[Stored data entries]
>>>>>

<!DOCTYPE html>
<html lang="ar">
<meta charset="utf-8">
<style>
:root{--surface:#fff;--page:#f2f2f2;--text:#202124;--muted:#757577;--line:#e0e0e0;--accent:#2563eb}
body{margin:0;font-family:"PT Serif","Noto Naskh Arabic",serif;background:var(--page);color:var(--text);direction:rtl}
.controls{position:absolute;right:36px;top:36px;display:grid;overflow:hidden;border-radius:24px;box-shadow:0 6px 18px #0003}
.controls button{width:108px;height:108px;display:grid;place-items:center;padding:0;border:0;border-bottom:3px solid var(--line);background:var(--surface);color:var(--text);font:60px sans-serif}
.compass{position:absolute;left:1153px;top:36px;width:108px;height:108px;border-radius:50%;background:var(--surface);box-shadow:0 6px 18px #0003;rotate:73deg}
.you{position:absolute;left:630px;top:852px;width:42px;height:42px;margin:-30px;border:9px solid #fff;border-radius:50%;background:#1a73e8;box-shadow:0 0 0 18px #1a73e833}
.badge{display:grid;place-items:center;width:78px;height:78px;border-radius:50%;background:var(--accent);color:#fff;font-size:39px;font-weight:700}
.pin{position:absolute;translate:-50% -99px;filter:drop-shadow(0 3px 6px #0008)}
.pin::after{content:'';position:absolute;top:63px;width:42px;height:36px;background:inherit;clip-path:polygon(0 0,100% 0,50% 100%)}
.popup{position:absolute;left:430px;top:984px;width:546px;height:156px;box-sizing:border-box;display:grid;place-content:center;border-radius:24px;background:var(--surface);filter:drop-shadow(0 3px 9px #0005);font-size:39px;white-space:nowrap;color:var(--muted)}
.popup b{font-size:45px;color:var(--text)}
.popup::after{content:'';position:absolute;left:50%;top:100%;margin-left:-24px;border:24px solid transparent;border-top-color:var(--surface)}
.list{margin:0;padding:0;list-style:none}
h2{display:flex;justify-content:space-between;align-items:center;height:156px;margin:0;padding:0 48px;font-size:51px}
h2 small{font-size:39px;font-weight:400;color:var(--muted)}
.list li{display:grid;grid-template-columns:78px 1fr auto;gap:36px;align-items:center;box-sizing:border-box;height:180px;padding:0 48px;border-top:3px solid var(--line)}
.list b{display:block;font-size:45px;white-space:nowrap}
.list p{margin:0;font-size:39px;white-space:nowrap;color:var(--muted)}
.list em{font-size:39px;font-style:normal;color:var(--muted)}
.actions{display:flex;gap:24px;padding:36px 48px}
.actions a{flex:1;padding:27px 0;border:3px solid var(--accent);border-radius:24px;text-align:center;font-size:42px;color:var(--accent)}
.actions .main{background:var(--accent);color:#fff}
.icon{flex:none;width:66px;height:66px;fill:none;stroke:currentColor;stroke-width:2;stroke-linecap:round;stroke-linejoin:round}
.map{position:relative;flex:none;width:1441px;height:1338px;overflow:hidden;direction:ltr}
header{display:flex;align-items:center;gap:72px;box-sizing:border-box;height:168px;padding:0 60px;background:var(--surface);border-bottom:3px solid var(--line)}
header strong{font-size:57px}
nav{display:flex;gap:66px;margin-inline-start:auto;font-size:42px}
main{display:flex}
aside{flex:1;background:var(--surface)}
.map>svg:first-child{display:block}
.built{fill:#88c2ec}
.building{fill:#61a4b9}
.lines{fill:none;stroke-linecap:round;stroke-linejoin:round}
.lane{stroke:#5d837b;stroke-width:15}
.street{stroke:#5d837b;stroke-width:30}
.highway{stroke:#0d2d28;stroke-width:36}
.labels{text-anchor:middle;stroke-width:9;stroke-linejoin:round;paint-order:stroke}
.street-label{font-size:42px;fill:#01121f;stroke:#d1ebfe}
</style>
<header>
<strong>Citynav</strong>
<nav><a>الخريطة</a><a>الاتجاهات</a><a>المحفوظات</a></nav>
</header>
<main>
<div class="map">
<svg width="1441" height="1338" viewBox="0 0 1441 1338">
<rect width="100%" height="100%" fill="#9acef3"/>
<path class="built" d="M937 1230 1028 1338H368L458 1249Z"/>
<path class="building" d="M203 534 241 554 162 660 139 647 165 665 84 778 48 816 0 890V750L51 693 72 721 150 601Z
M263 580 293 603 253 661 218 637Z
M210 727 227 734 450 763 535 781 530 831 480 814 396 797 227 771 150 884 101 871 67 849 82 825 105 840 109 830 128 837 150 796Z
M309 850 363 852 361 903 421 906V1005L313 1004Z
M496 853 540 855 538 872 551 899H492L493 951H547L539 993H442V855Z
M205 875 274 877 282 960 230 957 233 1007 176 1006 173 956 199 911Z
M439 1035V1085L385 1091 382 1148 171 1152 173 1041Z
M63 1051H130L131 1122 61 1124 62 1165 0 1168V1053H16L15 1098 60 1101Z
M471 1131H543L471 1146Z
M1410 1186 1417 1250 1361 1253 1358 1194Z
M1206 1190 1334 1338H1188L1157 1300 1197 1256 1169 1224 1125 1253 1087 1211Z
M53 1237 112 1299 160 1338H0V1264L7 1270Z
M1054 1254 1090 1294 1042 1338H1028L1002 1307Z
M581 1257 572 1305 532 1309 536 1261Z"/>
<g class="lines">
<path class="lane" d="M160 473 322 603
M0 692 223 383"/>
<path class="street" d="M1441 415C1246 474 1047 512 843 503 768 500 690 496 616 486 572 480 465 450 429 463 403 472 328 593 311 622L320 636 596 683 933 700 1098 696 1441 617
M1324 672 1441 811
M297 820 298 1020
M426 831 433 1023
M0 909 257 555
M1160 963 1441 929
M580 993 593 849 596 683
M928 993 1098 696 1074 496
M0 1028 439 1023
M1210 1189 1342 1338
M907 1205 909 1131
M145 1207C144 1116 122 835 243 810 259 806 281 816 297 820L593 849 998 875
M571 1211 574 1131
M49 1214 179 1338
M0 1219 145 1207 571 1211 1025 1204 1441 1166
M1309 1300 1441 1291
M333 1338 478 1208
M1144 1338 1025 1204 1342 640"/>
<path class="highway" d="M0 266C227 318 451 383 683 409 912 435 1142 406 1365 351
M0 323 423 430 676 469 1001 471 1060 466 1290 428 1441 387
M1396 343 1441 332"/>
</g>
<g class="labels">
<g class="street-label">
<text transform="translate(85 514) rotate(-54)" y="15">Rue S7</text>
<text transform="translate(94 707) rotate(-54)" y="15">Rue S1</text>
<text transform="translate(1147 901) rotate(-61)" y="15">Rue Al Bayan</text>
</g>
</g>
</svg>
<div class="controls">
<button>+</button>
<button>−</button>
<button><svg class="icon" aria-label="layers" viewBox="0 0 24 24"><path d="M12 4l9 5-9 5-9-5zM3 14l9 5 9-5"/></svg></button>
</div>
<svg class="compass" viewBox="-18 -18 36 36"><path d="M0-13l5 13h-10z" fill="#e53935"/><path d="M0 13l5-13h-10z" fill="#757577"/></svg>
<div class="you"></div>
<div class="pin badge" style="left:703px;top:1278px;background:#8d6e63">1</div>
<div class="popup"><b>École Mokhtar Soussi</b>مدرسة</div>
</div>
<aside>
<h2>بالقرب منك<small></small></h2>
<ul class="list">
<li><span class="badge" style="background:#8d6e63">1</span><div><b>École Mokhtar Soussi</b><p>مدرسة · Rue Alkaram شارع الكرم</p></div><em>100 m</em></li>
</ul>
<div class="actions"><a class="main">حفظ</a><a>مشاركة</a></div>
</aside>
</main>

<<<<<

(Task requirements):
State how many lines of the data above contain the word "filter", and include nothing other than that number.

(Solution to the problem):
2